If sovereignty is the norm, then that means powerful nations, like the United States, cannot invade or otherwise intervene in the affairs of others states whenever it feels worried, or has a hunch about some potential security threat. The threat must be imminent, real and over-powering. Security as a reason for war is only potentially justified when it is in self-defense because survival is a precondition for self-determination: a society cannot determine its fate if it is about to be invaded and destroyed, as the Iraqis and Afghanis now well know. That there is some possibility, some 'unknown unknowns' in the words of Donald Rumsfeld, is not a good reason for war. Iraqi sovereignty should not have been violated. Wars whose justification is simply that some other state *might* someday be threatening, or *might* have some weapons, is simply an invitation for powerful states to act on whatever hunch it might have, with no rational limitations on its actions. It is a prescription for permanent war. If we accept sovereignty as a norm, and self-determination as the principle we are aiming at, then we at least possess a rational standard for assessing, and criticizing, various justifications for war. Having a 'bad feeling about things' is not enough.

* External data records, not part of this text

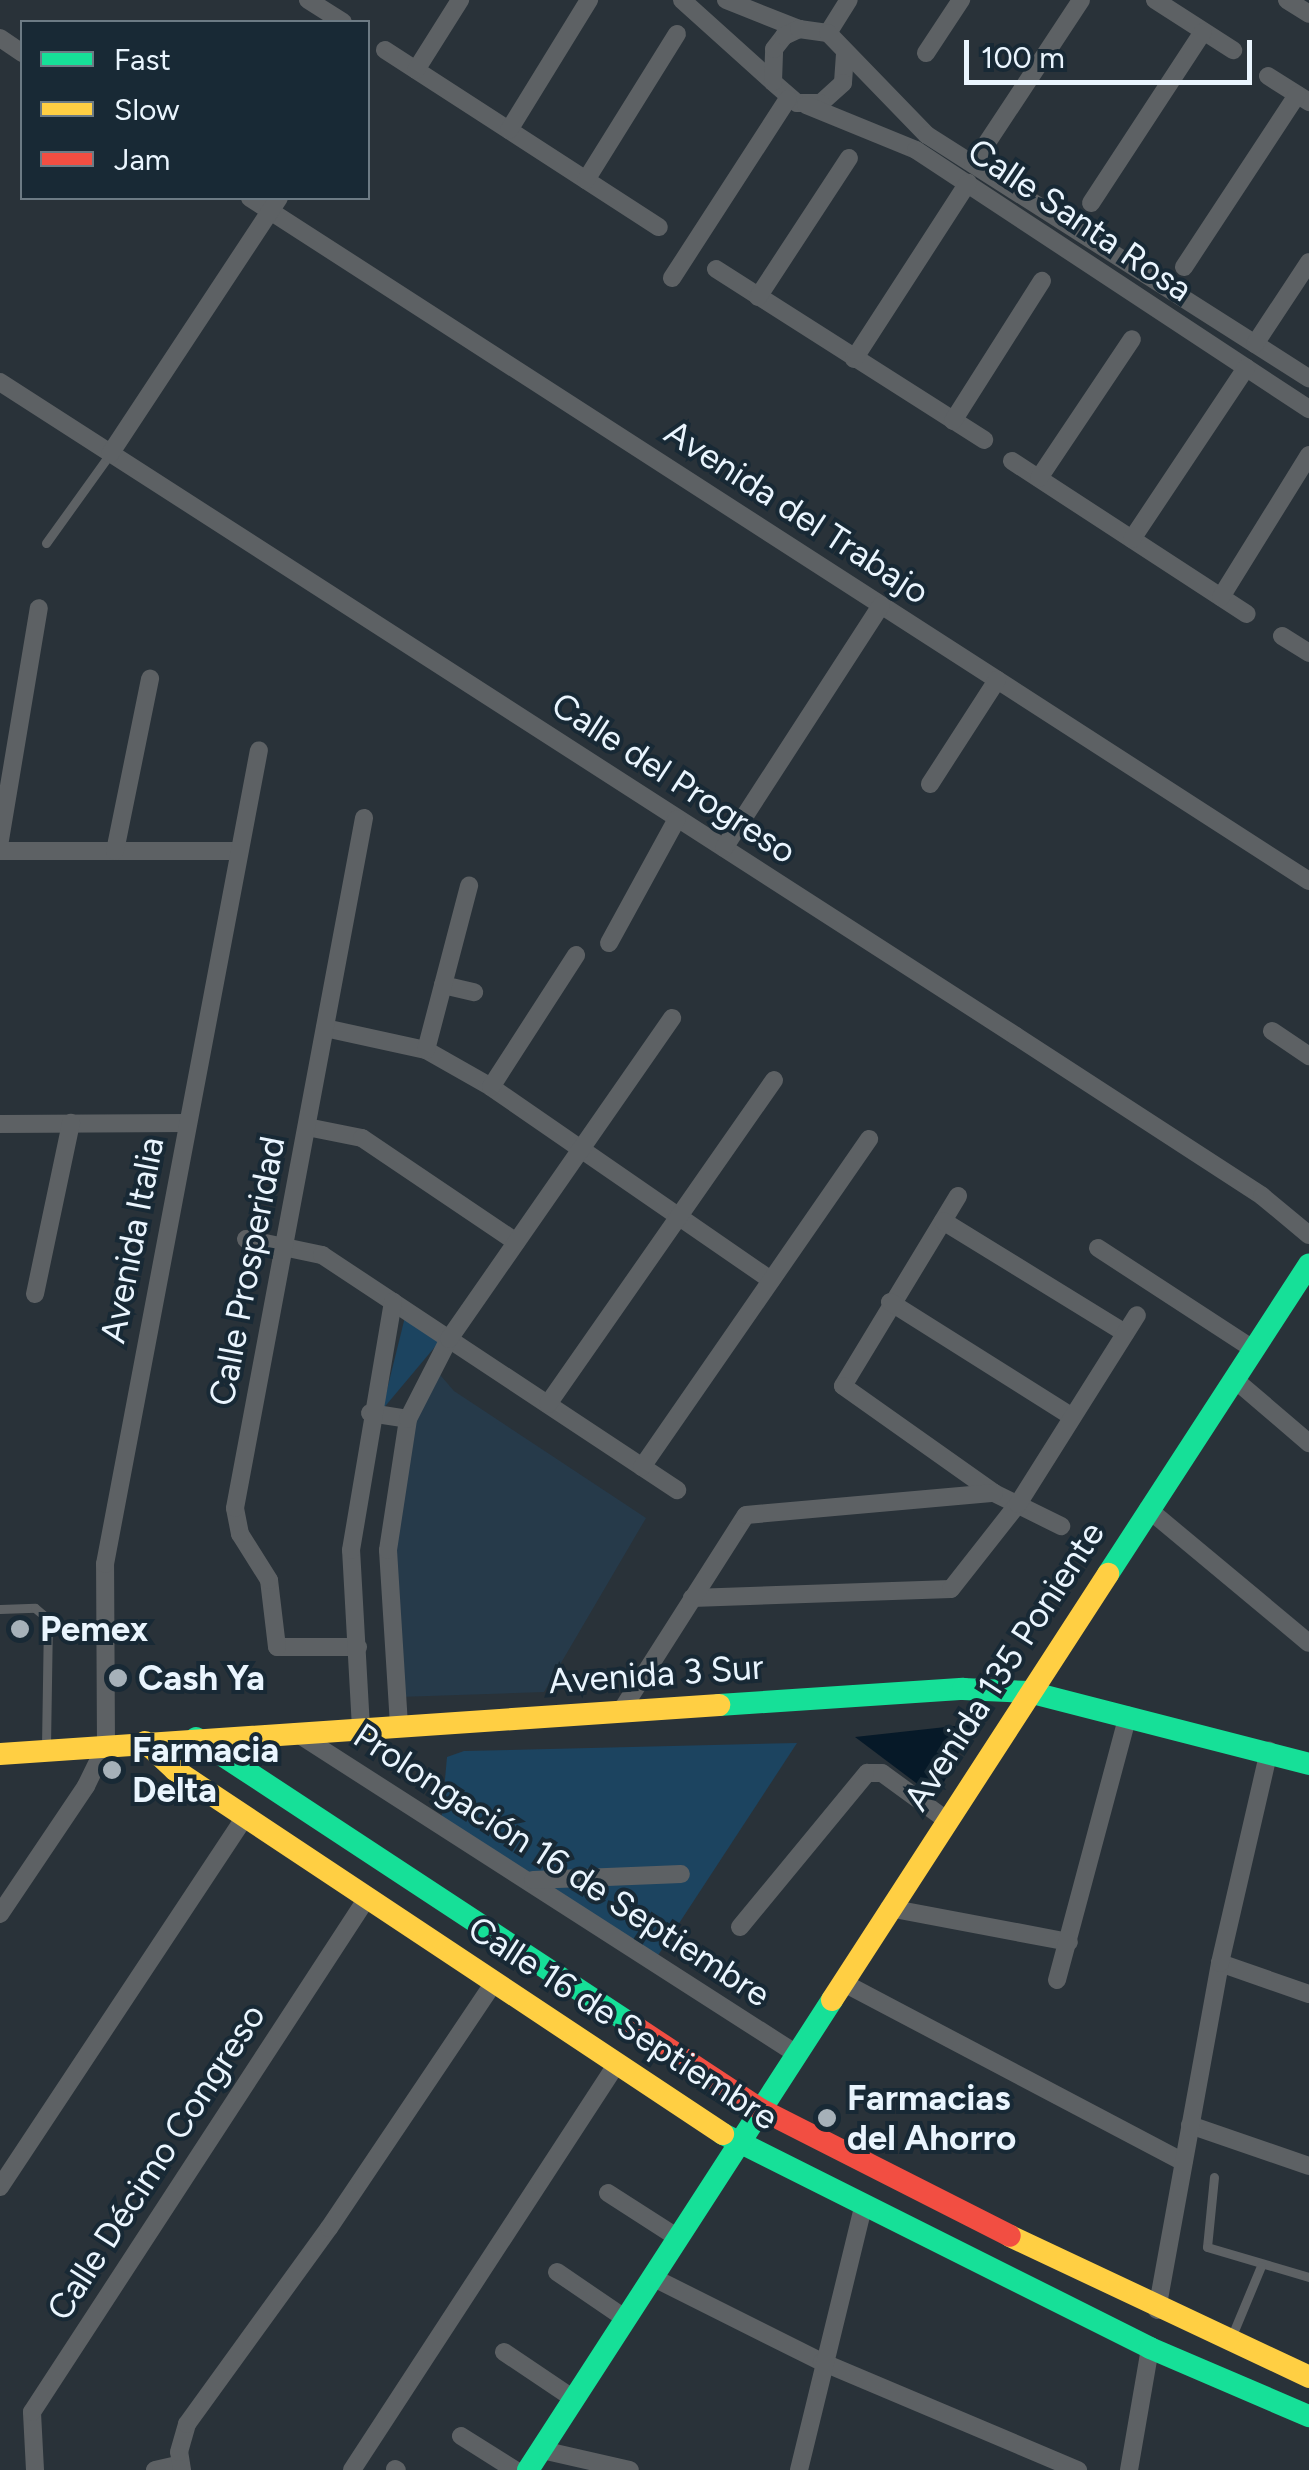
<!DOCTYPE html>
<html>
<head>
<meta charset="utf-8">
<style>
  body { margin:0 }
  #map { position:relative; width:1309px; height:2470px; overflow:hidden; background:#293239; font-family:Figtree,sans-serif }
  div>[style] { position:absolute }
  .built>* { inset:0; background:#263a4a }
  .green>* { inset:0; background:#1c4460 }
  .water>* { inset:0; background:#061928 }
  .lane>* { height:9px; margin:-4.5px; padding:0 4.5px; transform-origin:4.5px; border-radius:4.5px; background:#5d6164 }
  .street>* { height:18px; margin:-9px; padding:0 9px; transform-origin:9px; border-radius:9px; background:#5d6164 }
  .fast>* { height:22px; margin:-11px; padding:0 11px; transform-origin:11px; border-radius:11px; background:#16e098 }
  .slow>* { height:22px; margin:-11px; padding:0 11px; transform-origin:11px; border-radius:11px; background:#ffcf43 }
  .jam>* { height:22px; margin:-11px; padding:0 11px; transform-origin:11px; border-radius:11px; background:#f24e42 }
  .dots>* { width:28px; height:28px; translate:-50% -50%; box-sizing:border-box; border:5px solid #182935; border-radius:50% }
  span { translate:-50% -50%; white-space:nowrap; text-align:center; line-height:1.15; -webkit-text-stroke:8px #182935; paint-order:stroke }
  .street-label { font-size:35px; color:#eaf5fe }
  .poi-label { font-size:35px; color:#eaf5fe; font-weight:700 }
  .left { translate:0 -50%; text-align:left }
  .legend { position:absolute; left:20px; top:20px; width:350px; height:180px; box-sizing:border-box; background:#182935; border:2px solid #6c7b85; margin:0; padding:12px 18px; list-style:none; font-size:30px; color:#eaf5fe }
  .legend li { display:flex; align-items:center; gap:20px; height:50px }
  .legend b { width:50px; border:2px solid #6c7b85 }
  .scale { position:absolute; left:964px; top:40px; width:288px; height:45px; box-sizing:border-box; border:5px solid #eaf5fe; border-top:0; padding-left:12px; font-size:30px; line-height:35px; white-space:nowrap; color:#eaf5fe; -webkit-text-stroke:8px #182935; paint-order:stroke }
</style>
</head>
<body>
<div id="map">
  <div class="built">
    <div style="clip-path:polygon(435px 1369px,454px 1391px,646px 1518px,544px 1692px,399px 1697px,395px 1476px)"></div>
  </div>
  <div class="green">
    <div style="clip-path:polygon(405px 1317px,439px 1342px,382px 1410px)"></div>
    <div style="clip-path:polygon(797px 1743px,655px 1960px,441px 1824px,447px 1757px,464px 1751px)"></div>
  </div>
  <div class="water">
    <div style="clip-path:polygon(973px 1724px,936px 1798px,855px 1737px)"></div>
  </div>
  <div class="lane">
    <div style="left:46px;top:543px;width:110px;rotate:-54.3deg"></div>
    <div style="left:0;top:1609px;width:35px;rotate:-2deg"></div>
    <div style="left:35px;top:1608px;width:17px;rotate:40deg"></div>
    <div style="left:48px;top:1619px;width:128px;rotate:90.9deg"></div>
    <div style="left:1214px;top:2177px;width:70px;rotate:95.7deg"></div>
    <div style="left:1207px;top:2247px;width:106px;rotate:16.4deg"></div>
    <div style="left:1231px;top:2338px;width:78px;rotate:-67.4deg"></div>
  </div>
  <div class="street">
    <div style="left:308px;top:0;width:41px;rotate:32.2deg"></div>
    <div style="left:682px;top:0;width:122px;rotate:42deg"></div>
    <div style="left:726px;top:0;width:79px;rotate:21.7deg"></div>
    <div style="left:1155px;top:0;width:93px;rotate:32.7deg"></div>
    <div style="left:1287px;top:0;width:26px;rotate:32deg"></div>
    <div style="left:828px;top:33px;width:39px;rotate:-58deg"></div>
    <div style="left:0;top:38px;width:27px;rotate:34deg"></div>
    <div style="left:385px;top:50px;width:326px;rotate:32.9deg"></div>
    <div style="left:926px;top:53px;width:64px;rotate:-56.6deg"></div>
    <div style="left:845px;top:54px;width:29px;rotate:94deg"></div>
    <div style="left:843px;top:83px;width:30px;rotate:138deg"></div>
    <div style="left:821px;top:103px;width:24px;rotate:180deg"></div>
    <div style="left:797px;top:103px;width:32px;rotate:-139deg"></div>
    <div style="left:773px;top:82px;width:33px;rotate:-88deg"></div>
    <div style="left:774px;top:49px;width:16px;rotate:-52deg"></div>
    <div style="left:784px;top:36px;width:17px;rotate:-25deg"></div>
    <div style="left:799px;top:29px;width:29px;rotate:8deg"></div>
    <div style="left:828px;top:33px;width:142px;rotate:45.9deg"></div>
    <div style="left:927px;top:135px;width:453px;rotate:32.5deg"></div>
    <div style="left:416px;top:70px;width:83px;rotate:-57.8deg"></div>
    <div style="left:1268px;top:76px;width:49px;rotate:32.4deg"></div>
    <div style="left:806px;top:105px;width:119px;rotate:22.2deg"></div>
    <div style="left:916px;top:150px;width:471px;rotate:33.4deg"></div>
    <div style="left:509px;top:130px;width:153px;rotate:-58.4deg"></div>
    <div style="left:973px;top:164px;width:196px;rotate:-56.6deg"></div>
    <div style="left:586px;top:180px;width:172px;rotate:-58.1deg"></div>
    <div style="left:250px;top:198px;width:1260px;rotate:32.82deg"></div>
    <div style="left:1091px;top:203px;width:204px;rotate:-56.8deg"></div>
    <div style="left:1184px;top:267px;width:206px;rotate:-56.7deg"></div>
    <div style="left:716px;top:269px;width:318px;rotate:32.5deg"></div>
    <div style="left:672px;top:278px;width:213px;rotate:-57.1deg"></div>
    <div style="left:758px;top:297px;width:166px;rotate:-56.8deg"></div>
    <div style="left:1255px;top:344px;width:98px;rotate:-56.6deg"></div>
    <div style="left:854px;top:359px;width:210px;rotate:-57.1deg"></div>
    <div style="left:0;top:382px;width:1208px;rotate:32.77deg"></div>
    <div style="left:1016px;top:1036px;width:293px;rotate:33deg"></div>
    <div style="left:1262px;top:1196px;width:61px;rotate:39.7deg"></div>
    <div style="left:953px;top:421px;width:166px;rotate:-57.6deg"></div>
    <div style="left:110px;top:454px;width:307px;rotate:-56.6deg"></div>
    <div style="left:1012px;top:461px;width:280px;rotate:33.1deg"></div>
    <div style="left:1039px;top:478px;width:167px;rotate:-56.2deg"></div>
    <div style="left:1132px;top:539px;width:206px;rotate:-56.3deg"></div>
    <div style="left:1221px;top:597px;width:167px;rotate:-58.2deg"></div>
    <div style="left:1282px;top:636px;width:32px;rotate:32deg"></div>
    <div style="left:930px;top:784px;width:124px;rotate:-57.2deg"></div>
    <div style="left:0;top:840px;width:235px;rotate:-80.5deg"></div>
    <div style="left:724px;top:848px;width:289px;rotate:-57.1deg"></div>
    <div style="left:0;top:851px;width:237px"></div>
    <div style="left:115px;top:851px;width:176px;rotate:-78.5deg"></div>
    <div style="left:609px;top:943px;width:141px;rotate:-61.3deg"></div>
    <div style="left:443px;top:985px;width:32px;rotate:13deg"></div>
    <div style="left:325px;top:1028px;width:103px;rotate:12.3deg"></div>
    <div style="left:426px;top:1050px;width:75px;rotate:29.6deg"></div>
    <div style="left:491px;top:1087px;width:340px;rotate:34.6deg"></div>
    <div style="left:1272px;top:1031px;width:45px;rotate:34deg"></div>
    <div style="left:426px;top:1050px;width:170px;rotate:-75.3deg"></div>
    <div style="left:491px;top:1087px;width:157px;rotate:-57.2deg"></div>
    <div style="left:0;top:1124px;width:187px;rotate:-0.3deg"></div>
    <div style="left:307px;top:1127px;width:56px;rotate:11.3deg"></div>
    <div style="left:362px;top:1138px;width:186px;rotate:34deg"></div>
    <div style="left:958px;top:1196px;width:222px;rotate:121.2deg"></div>
    <div style="left:843px;top:1386px;width:185px;rotate:35.3deg"></div>
    <div style="left:994px;top:1493px;width:75px;rotate:26.2deg"></div>
    <div style="left:943px;top:1221px;width:214px;rotate:31.6deg"></div>
    <div style="left:246px;top:1239px;width:78px;rotate:11.9deg"></div>
    <div style="left:322px;top:1255px;width:426px;rotate:33.5deg"></div>
    <div style="left:1098px;top:1248px;width:185px;rotate:33.1deg"></div>
    <div style="left:35px;top:1294px;width:175px;rotate:-78.1deg"></div>
    <div style="left:890px;top:1302px;width:214px;rotate:32.2deg"></div>
    <div style="left:1234px;top:1379px;width:99px;rotate:40.5deg"></div>
    <div style="left:548px;top:1404px;width:395px;rotate:-55.1deg"></div>
    <div style="left:370px;top:1413px;width:38px;rotate:9deg"></div>
    <div style="left:642px;top:1467px;width:399px;rotate:-55.3deg"></div>
    <div style="left:1148px;top:1509px;width:209px;rotate:39.8deg"></div>
    <div style="left:692px;top:1598px;width:259px;rotate:-2deg"></div>
    <div style="left:951px;top:1589px;width:108px;rotate:-51.8deg"></div>
    <div style="left:1018px;top:1504px;width:223px;rotate:-57.8deg"></div>
    <div style="left:358px;top:1647px;width:81px;rotate:180deg"></div>
    <div style="left:277px;top:1647px;width:67px;rotate:-96.8deg"></div>
    <div style="left:269px;top:1580px;width:54px;rotate:-122.2deg"></div>
    <div style="left:240px;top:1534px;width:26px;rotate:-101deg"></div>
    <div style="left:235px;top:1508px;width:702px;rotate:-79.41deg"></div>
    <div style="left:621px;top:1711px;width:232px;rotate:-57.5deg"></div>
    <div style="left:746px;top:1515px;width:249px;rotate:-5.1deg"></div>
    <div style="left:399px;top:1725px;width:175px;rotate:-93.6deg"></div>
    <div style="left:388px;top:1550px;width:133px;rotate:-81.3deg"></div>
    <div style="left:408px;top:1419px;width:90px;rotate:-62.9deg"></div>
    <div style="left:449px;top:1339px;width:391px;rotate:-55.2deg"></div>
    <div style="left:361px;top:1728px;width:178px;rotate:-93.2deg"></div>
    <div style="left:351px;top:1550px;width:252px;rotate:-80.4deg"></div>
    <div style="left:295px;top:1732px;width:594px;rotate:32.7deg"></div>
    <div style="left:533px;top:1880px;width:148px;rotate:-2.3deg"></div>
    <div style="left:889px;top:1908px;width:183px;rotate:10.7deg"></div>
    <div style="left:0;top:1914px;width:154px;rotate:-56.1deg"></div>
    <div style="left:86px;top:1786px;width:46px;rotate:-64deg"></div>
    <div style="left:106px;top:1745px;width:181px;rotate:-90.3deg"></div>
    <div style="left:105px;top:1564px;width:828px;rotate:-79.29deg"></div>
    <div style="left:740px;top:1927px;width:200px;rotate:-50.5deg"></div>
    <div style="left:867px;top:1773px;width:15px"></div>
    <div style="left:882px;top:1773px;width:78px;rotate:36.1deg"></div>
    <div style="left:1220px;top:1963px;width:94px;rotate:19.2deg"></div>
    <div style="left:1057px;top:1980px;width:274px;rotate:-75deg"></div>
    <div style="left:842px;top:1982px;width:386px;rotate:27.8deg"></div>
    <div style="left:1190px;top:2125px;width:126px;rotate:19deg"></div>
    <div style="left:0;top:2187px;width:444px;rotate:-56.5deg"></div>
    <div style="left:608px;top:2193px;width:83px;rotate:32.7deg"></div>
    <div style="left:557px;top:2272px;width:83px;rotate:34.3deg"></div>
    <div style="left:652px;top:2277px;width:190px;rotate:26.6deg"></div>
    <div style="left:822px;top:2362px;width:278px;rotate:22.9deg"></div>
    <div style="left:1157px;top:2310px;width:353px;rotate:-79.7deg"></div>
    <div style="left:1220px;top:1963px;width:218px;rotate:-77deg"></div>
    <div style="left:504px;top:2352px;width:84px;rotate:33.9deg"></div>
    <div style="left:461px;top:2436px;width:64px;rotate:32.2deg"></div>
    <div style="left:542px;top:2450px;width:90px;rotate:12.8deg"></div>
    <div style="left:395px;top:2469px;width:2px;rotate:27deg"></div>
    <div style="left:35px;top:2470px;width:58px;rotate:-93deg"></div>
    <div style="left:32px;top:2412px;width:614px;rotate:-56.91deg"></div>
    <div style="left:155px;top:2470px;width:26px;rotate:-13deg"></div>
    <div style="left:182px;top:2470px;width:18px;rotate:-99deg"></div>
    <div style="left:179px;top:2452px;width:29px;rotate:-74deg"></div>
    <div style="left:187px;top:2424px;width:242px;rotate:-54.1deg"></div>
    <div style="left:329px;top:2228px;width:296px;rotate:-56.1deg"></div>
    <div style="left:352px;top:2470px;width:485px;rotate:-56.9deg"></div>
    <div style="left:799px;top:2470px;width:270px;rotate:-76.3deg"></div>
    <div style="left:1129px;top:2470px;width:124px;rotate:-80.2deg"></div>
  </div>
  <div class="fast">
    <div style="left:1108px;top:1574px;width:369px;rotate:-57deg"></div>
    <div style="left:719px;top:1705px;width:245px;rotate:-3.8deg"></div>
    <div style="left:963px;top:1689px;width:66px;rotate:2.6deg"></div>
    <div style="left:1029px;top:1692px;width:289px;rotate:14.4deg"></div>
    <div style="left:196px;top:1738px;width:524px;rotate:33.33deg"></div>
    <div style="left:723px;top:2134px;width:478px;rotate:26.6deg"></div>
    <div style="left:1150px;top:2348px;width:173px;rotate:23.2deg"></div>
    <div style="left:528px;top:2470px;width:560px;rotate:-57.1deg"></div>
  </div>
  <div class="slow">
    <div style="left:145px;top:1742px;width:41px;rotate:43deg"></div>
    <div style="left:175px;top:1770px;width:658px;rotate:33.59deg"></div>
    <div style="left:0;top:1754px;width:721px;rotate:-3.9deg"></div>
    <div style="left:832px;top:2000px;width:508px;rotate:-57.06deg"></div>
    <div style="left:1010px;top:2236px;width:331px;rotate:25.2deg"></div>
  </div>
  <div class="jam">
    <div style="left:634px;top:2026px;width:151px;rotate:33.4deg"></div>
    <div style="left:760px;top:2109px;width:280px;rotate:26.9deg"></div>
  </div>
  <div class="dots">
    <div style="left:20px;top:1629px;background:#a6b1b9"></div>
    <div style="left:118px;top:1678px;background:#a6b1b9"></div>
    <div style="left:112px;top:1770px;background:#a6b1b9"></div>
    <div style="left:827px;top:2118px;background:#a6b1b9"></div>
  </div>
  <div class="street-label">
    <span style="left:1080px;top:220px;rotate:34deg">Calle Santa Rosa</span>
    <span style="left:797px;top:512px;rotate:33deg">Avenida del Trabajo</span>
    <span style="left:674px;top:778px;rotate:33deg">Calle del Progreso</span>
    <span style="left:132px;top:1240px;rotate:-79deg">Avenida Italia</span>
    <span style="left:247px;top:1271px;rotate:-79deg">Calle Prosperidad</span>
    <span style="left:1004px;top:1666px;rotate:-57deg">Avenida 135 Poniente</span>
    <span style="left:656px;top:1674px;rotate:-4deg">Avenida 3 Sur</span>
    <span style="left:562px;top:1865px;rotate:33deg">Prolongación 16 de Septiembre</span>
    <span style="left:623px;top:2023px;rotate:33deg">Calle 16 de Septiembre</span>
    <span style="left:156px;top:2162px;rotate:-57deg">Calle Décimo Congreso</span>
  </div>
  <div class="poi-label">
    <span class="left" style="left:40px;top:1629px">Pemex</span>
    <span class="left" style="left:138px;top:1678px">Cash Ya</span>
    <span class="left" style="left:132px;top:1770px">Farmacia<br>Delta</span>
    <span class="left" style="left:847px;top:2118px">Farmacias<br>del Ahorro</span>
  </div>
  <ul class="legend">
  <li><b style="height:12px;background:#16e098"></b>Fast</li>
  <li><b style="height:12px;background:#ffcf43"></b>Slow</li>
  <li><b style="height:12px;background:#f24e42"></b>Jam</li>
  </ul>
  <div class="scale">100 m</div>
</div>
</body>
</html>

Finally, as we have mentioned before, a defense of self-determination and sovereignty is not merely important for what happens internationally and in other countries. By rejecting the idea that the state can go to war to address even the most unfounded and speculative of fears, we also impose restraints on our own government. That is to say, we defend our own process of self-determination, by rejecting our government's attempt to impose a permanent state of war and suspend domestic politics. In this way, by defending sovereignty we allow other nations to retain some of their own political autonomy, and we recover some of our own democratic agency. We must develop the principles that allow us to break free from the politics of fear, suspicion, and irrational conjecture.